* **DATA FOR THIS EXERCISE**:

--*--

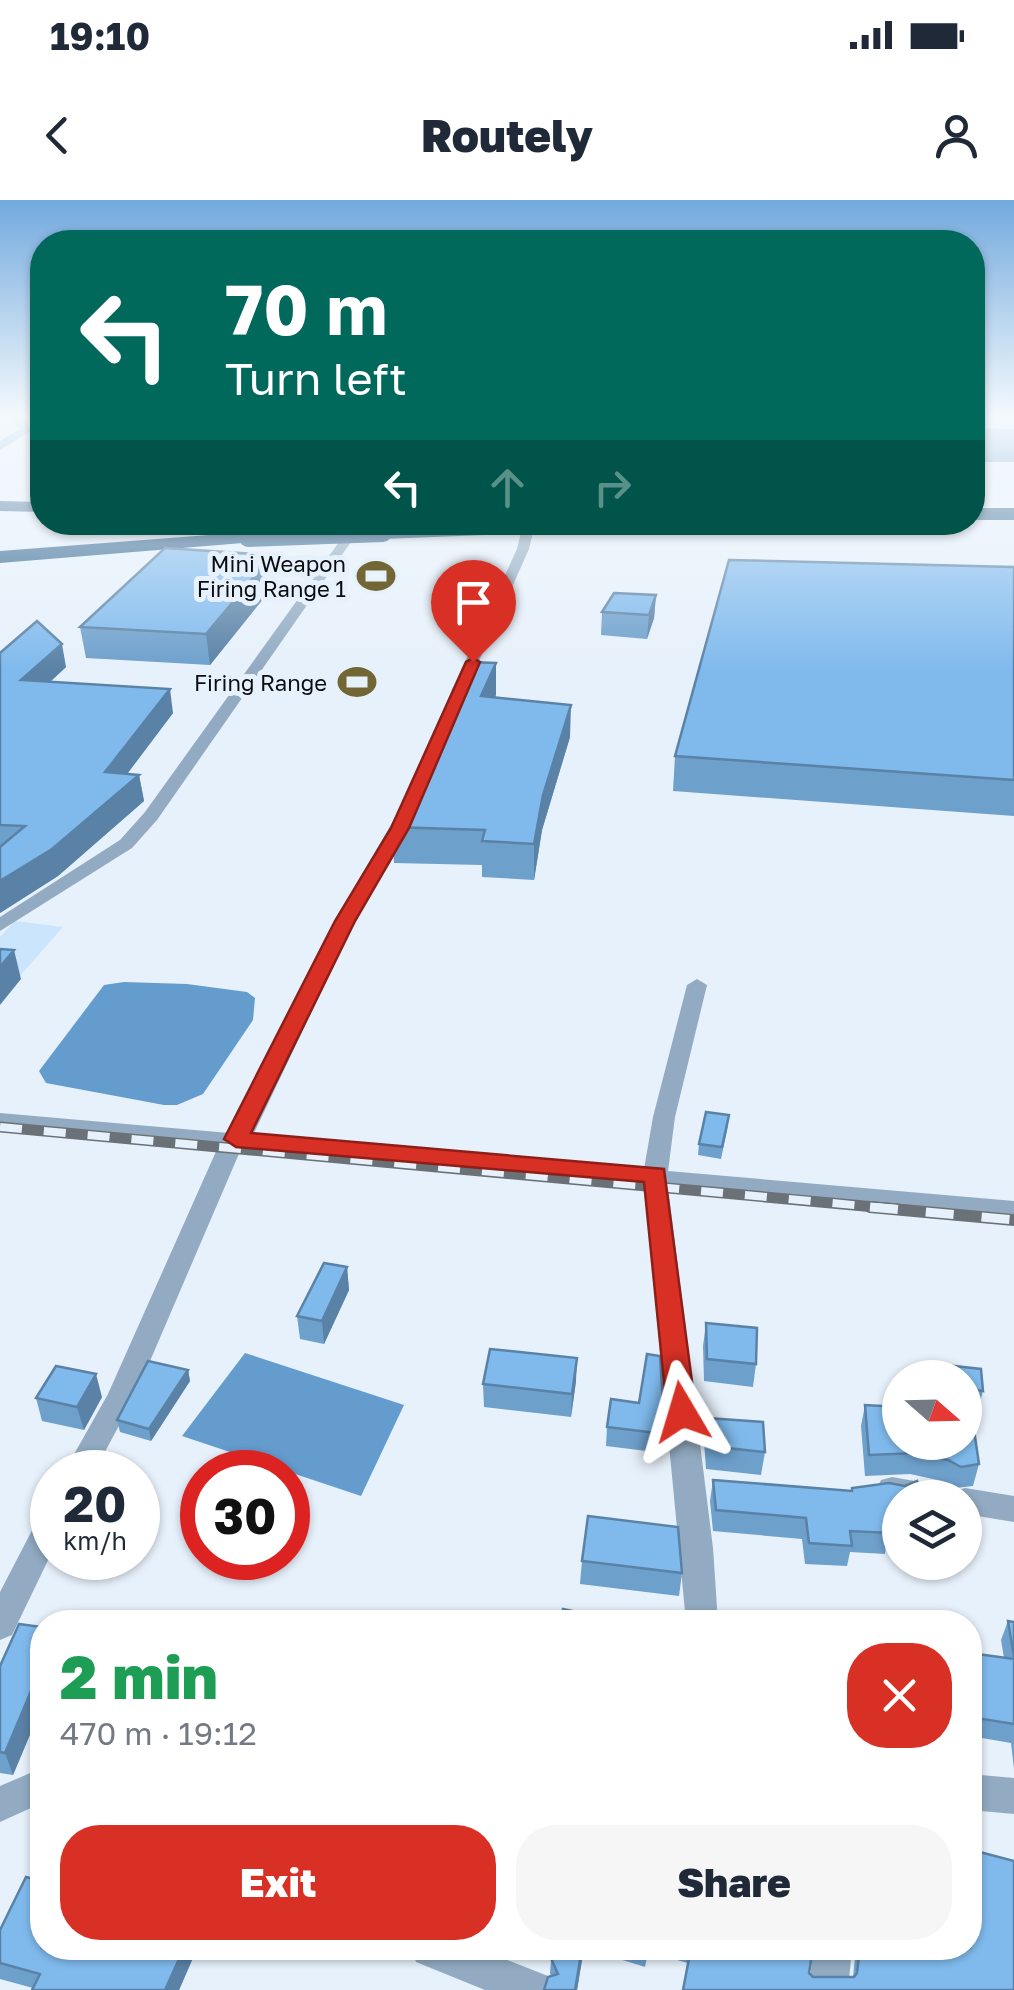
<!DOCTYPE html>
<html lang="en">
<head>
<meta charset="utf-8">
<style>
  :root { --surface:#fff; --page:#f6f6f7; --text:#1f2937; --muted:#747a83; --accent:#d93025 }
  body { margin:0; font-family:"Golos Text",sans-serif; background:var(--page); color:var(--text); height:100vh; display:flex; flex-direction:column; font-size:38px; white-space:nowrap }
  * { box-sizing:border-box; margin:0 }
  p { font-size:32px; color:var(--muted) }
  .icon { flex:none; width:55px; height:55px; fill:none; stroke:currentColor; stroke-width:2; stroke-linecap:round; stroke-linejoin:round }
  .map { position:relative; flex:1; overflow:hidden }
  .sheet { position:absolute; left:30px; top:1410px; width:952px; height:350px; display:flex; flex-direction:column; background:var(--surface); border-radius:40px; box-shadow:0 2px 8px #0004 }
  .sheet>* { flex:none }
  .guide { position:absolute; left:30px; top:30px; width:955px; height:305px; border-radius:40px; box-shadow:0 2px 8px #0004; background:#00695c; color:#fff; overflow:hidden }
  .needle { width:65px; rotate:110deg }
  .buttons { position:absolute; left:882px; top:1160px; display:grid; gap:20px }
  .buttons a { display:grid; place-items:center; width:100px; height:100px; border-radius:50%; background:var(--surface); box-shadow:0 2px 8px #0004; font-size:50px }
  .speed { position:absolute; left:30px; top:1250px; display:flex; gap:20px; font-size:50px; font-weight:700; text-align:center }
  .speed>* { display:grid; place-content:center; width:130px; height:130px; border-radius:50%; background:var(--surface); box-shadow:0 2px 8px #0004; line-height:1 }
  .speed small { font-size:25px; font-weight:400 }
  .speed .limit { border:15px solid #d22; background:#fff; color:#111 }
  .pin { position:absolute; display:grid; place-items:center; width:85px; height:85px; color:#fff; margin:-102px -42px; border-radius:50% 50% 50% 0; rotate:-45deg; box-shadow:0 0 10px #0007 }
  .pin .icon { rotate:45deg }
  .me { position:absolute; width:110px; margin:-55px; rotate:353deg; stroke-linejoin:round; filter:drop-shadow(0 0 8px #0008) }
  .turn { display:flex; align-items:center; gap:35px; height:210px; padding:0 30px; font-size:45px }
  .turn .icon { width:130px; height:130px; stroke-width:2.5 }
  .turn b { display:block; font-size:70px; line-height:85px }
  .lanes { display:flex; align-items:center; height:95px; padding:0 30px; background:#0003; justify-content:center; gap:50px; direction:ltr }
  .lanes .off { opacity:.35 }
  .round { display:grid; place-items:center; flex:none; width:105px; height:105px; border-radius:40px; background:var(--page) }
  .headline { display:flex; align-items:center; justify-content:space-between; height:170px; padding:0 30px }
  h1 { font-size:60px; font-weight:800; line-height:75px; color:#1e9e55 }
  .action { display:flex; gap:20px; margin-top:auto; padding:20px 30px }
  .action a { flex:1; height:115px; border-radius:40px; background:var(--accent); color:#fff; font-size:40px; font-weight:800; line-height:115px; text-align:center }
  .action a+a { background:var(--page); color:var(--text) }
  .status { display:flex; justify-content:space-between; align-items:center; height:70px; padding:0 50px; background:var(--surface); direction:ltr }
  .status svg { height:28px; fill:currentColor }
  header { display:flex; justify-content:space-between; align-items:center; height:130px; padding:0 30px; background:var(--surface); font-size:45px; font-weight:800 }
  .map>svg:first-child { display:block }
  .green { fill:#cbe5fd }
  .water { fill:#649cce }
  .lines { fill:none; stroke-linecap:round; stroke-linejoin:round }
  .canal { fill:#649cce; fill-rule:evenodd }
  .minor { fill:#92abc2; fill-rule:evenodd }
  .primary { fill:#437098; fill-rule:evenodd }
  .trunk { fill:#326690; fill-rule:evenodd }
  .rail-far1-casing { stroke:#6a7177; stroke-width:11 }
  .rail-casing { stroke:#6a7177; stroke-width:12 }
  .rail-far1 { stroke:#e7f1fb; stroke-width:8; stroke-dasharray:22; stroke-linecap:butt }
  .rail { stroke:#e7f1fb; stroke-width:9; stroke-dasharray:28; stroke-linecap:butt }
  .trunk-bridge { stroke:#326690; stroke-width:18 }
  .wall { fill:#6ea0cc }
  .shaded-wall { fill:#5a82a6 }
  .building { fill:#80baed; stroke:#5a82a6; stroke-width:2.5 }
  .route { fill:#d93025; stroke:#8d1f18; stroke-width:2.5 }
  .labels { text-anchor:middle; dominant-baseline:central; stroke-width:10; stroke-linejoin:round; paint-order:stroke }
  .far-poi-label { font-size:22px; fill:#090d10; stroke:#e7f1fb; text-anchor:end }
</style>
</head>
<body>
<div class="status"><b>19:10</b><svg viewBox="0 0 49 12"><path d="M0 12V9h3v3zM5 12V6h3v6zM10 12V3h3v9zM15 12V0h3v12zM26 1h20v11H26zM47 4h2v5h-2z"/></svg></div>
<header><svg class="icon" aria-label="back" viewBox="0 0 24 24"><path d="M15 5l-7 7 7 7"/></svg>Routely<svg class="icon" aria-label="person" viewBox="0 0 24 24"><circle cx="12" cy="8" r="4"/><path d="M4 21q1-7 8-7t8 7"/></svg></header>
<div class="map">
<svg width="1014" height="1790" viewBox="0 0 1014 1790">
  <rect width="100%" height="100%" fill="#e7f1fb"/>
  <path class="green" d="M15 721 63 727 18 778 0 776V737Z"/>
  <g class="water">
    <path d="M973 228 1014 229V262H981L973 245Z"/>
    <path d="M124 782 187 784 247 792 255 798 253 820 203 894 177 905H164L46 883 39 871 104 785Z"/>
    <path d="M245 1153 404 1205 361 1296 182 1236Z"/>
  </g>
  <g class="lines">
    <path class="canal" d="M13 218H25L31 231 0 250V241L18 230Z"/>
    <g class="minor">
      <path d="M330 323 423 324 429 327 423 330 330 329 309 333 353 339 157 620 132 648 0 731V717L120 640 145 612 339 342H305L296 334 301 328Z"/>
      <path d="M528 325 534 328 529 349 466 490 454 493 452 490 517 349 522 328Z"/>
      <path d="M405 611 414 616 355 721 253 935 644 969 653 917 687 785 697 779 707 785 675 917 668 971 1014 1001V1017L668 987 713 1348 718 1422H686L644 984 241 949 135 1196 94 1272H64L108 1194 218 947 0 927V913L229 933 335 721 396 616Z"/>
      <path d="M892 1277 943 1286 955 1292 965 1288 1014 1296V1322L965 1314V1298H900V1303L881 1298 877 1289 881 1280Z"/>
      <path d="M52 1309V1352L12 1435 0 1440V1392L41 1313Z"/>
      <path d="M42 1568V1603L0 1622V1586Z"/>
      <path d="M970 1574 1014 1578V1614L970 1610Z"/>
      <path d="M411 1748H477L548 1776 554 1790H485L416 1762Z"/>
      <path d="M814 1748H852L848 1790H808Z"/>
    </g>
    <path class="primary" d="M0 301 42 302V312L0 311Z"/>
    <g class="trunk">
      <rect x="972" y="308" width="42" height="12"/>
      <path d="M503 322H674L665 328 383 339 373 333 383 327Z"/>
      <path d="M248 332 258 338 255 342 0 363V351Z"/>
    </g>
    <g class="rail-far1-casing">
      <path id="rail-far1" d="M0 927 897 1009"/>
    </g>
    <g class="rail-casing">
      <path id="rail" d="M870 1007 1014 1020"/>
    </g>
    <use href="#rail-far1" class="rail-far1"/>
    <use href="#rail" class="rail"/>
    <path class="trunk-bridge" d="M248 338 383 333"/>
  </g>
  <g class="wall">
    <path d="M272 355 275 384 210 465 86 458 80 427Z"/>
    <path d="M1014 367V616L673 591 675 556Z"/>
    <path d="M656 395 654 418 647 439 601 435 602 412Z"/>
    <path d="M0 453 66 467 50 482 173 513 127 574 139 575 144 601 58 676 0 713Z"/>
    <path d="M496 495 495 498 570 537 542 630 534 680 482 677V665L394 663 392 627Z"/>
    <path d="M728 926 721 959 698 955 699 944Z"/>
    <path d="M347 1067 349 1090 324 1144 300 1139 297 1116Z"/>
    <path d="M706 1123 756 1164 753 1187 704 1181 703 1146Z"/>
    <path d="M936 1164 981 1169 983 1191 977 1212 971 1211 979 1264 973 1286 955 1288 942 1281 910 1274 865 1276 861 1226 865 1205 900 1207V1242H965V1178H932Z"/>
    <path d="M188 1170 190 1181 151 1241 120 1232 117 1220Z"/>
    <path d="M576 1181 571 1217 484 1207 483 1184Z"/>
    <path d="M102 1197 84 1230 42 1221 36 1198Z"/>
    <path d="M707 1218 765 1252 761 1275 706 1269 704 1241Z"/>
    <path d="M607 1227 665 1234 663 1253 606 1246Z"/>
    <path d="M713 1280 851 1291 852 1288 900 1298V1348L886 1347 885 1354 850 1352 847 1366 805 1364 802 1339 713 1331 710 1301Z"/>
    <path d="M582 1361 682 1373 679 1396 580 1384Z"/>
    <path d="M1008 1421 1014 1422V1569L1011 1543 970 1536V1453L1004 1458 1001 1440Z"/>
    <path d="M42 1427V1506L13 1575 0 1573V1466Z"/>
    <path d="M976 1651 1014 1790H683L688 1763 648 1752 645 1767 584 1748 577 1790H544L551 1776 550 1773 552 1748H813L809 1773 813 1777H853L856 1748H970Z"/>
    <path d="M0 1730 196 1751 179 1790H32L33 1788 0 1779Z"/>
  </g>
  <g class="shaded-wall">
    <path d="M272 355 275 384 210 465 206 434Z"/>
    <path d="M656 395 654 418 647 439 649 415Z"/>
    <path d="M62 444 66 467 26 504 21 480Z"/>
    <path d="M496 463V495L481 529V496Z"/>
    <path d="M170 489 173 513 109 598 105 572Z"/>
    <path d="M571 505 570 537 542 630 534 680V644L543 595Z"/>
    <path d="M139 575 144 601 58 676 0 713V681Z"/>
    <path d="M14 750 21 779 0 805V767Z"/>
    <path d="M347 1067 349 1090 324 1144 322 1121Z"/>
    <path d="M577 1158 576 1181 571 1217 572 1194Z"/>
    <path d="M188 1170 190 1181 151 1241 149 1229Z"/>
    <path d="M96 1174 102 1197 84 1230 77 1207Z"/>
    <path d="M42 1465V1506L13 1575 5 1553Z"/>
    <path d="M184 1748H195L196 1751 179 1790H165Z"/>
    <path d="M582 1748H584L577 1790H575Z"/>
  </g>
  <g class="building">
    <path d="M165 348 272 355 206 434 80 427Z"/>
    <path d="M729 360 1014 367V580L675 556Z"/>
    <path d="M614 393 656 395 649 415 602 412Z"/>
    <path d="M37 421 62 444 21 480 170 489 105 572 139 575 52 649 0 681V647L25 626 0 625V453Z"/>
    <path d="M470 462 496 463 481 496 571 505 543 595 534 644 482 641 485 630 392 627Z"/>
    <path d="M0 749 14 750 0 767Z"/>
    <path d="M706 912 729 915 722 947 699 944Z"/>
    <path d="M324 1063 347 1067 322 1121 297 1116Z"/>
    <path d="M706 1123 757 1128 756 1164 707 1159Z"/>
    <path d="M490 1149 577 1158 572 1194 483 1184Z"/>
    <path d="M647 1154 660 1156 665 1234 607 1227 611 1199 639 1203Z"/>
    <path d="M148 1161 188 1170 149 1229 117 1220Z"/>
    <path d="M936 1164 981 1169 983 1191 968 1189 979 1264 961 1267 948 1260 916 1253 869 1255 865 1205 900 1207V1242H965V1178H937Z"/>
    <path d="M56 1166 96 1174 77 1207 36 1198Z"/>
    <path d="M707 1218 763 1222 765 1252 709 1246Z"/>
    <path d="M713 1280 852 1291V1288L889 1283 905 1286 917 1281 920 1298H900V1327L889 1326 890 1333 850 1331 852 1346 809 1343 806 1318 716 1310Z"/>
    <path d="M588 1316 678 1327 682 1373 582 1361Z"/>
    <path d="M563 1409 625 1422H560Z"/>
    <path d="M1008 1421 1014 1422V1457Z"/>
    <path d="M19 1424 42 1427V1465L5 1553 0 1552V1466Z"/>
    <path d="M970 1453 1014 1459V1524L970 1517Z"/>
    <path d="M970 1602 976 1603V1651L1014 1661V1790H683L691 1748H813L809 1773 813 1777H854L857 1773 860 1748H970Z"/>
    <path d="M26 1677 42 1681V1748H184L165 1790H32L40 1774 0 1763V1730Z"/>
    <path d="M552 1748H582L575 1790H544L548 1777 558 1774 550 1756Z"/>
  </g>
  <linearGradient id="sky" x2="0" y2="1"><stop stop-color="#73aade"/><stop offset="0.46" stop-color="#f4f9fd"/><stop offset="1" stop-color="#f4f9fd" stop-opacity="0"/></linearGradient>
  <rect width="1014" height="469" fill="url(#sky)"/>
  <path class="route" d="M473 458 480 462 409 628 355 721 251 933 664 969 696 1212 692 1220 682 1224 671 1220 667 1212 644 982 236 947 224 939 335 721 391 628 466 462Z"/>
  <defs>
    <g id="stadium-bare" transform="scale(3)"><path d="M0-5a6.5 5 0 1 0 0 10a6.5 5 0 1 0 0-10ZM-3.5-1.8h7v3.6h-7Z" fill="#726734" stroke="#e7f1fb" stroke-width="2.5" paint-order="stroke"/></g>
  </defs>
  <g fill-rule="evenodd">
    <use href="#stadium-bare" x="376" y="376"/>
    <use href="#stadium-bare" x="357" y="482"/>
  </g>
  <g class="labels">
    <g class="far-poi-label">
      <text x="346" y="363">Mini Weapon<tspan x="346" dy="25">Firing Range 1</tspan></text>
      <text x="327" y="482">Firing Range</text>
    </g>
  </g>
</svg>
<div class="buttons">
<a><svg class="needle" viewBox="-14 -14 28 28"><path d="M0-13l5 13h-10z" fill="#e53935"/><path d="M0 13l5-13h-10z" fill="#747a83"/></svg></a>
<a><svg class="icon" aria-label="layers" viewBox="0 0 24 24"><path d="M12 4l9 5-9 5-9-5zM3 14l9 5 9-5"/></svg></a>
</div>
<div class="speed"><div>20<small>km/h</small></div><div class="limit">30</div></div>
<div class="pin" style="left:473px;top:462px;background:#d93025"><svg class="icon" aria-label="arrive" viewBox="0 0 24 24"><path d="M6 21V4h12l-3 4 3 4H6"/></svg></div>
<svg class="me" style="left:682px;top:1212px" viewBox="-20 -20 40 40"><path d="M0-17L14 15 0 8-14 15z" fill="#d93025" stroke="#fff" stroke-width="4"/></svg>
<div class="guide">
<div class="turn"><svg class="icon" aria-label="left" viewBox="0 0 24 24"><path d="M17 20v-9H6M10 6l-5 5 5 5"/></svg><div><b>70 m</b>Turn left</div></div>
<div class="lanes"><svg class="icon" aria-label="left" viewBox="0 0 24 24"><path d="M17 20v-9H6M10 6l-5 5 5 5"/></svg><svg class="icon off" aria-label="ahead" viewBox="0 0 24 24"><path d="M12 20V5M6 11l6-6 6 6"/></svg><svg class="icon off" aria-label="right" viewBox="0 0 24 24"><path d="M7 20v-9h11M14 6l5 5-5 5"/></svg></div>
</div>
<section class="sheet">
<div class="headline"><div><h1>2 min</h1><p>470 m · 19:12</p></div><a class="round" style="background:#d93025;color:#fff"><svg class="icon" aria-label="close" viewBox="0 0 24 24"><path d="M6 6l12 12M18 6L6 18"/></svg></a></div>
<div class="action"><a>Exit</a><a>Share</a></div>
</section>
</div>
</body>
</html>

--*--

* **YOUR ASSIGNMENT**: In the lines above, locate the string "speed". Copy every line where it occurs.

* **EXERCISE RESPONSE**:
  .speed { position:absolute; left:30px; top:1250px; display:flex; gap:20px; font-size:50px; font-weight:700; text-align:center }
  .speed>* { display:grid; place-content:center; width:130px; height:130px; border-radius:50%; background:var(--surface); box-shadow:0 2px 8px #0004; line-height:1 }
  .speed small { font-size:25px; font-weight:400 }
  .speed .limit { border:15px solid #d22; background:#fff; color:#111 }
<div class="speed"><div>20<small>km/h</small></div><div class="limit">30</div></div>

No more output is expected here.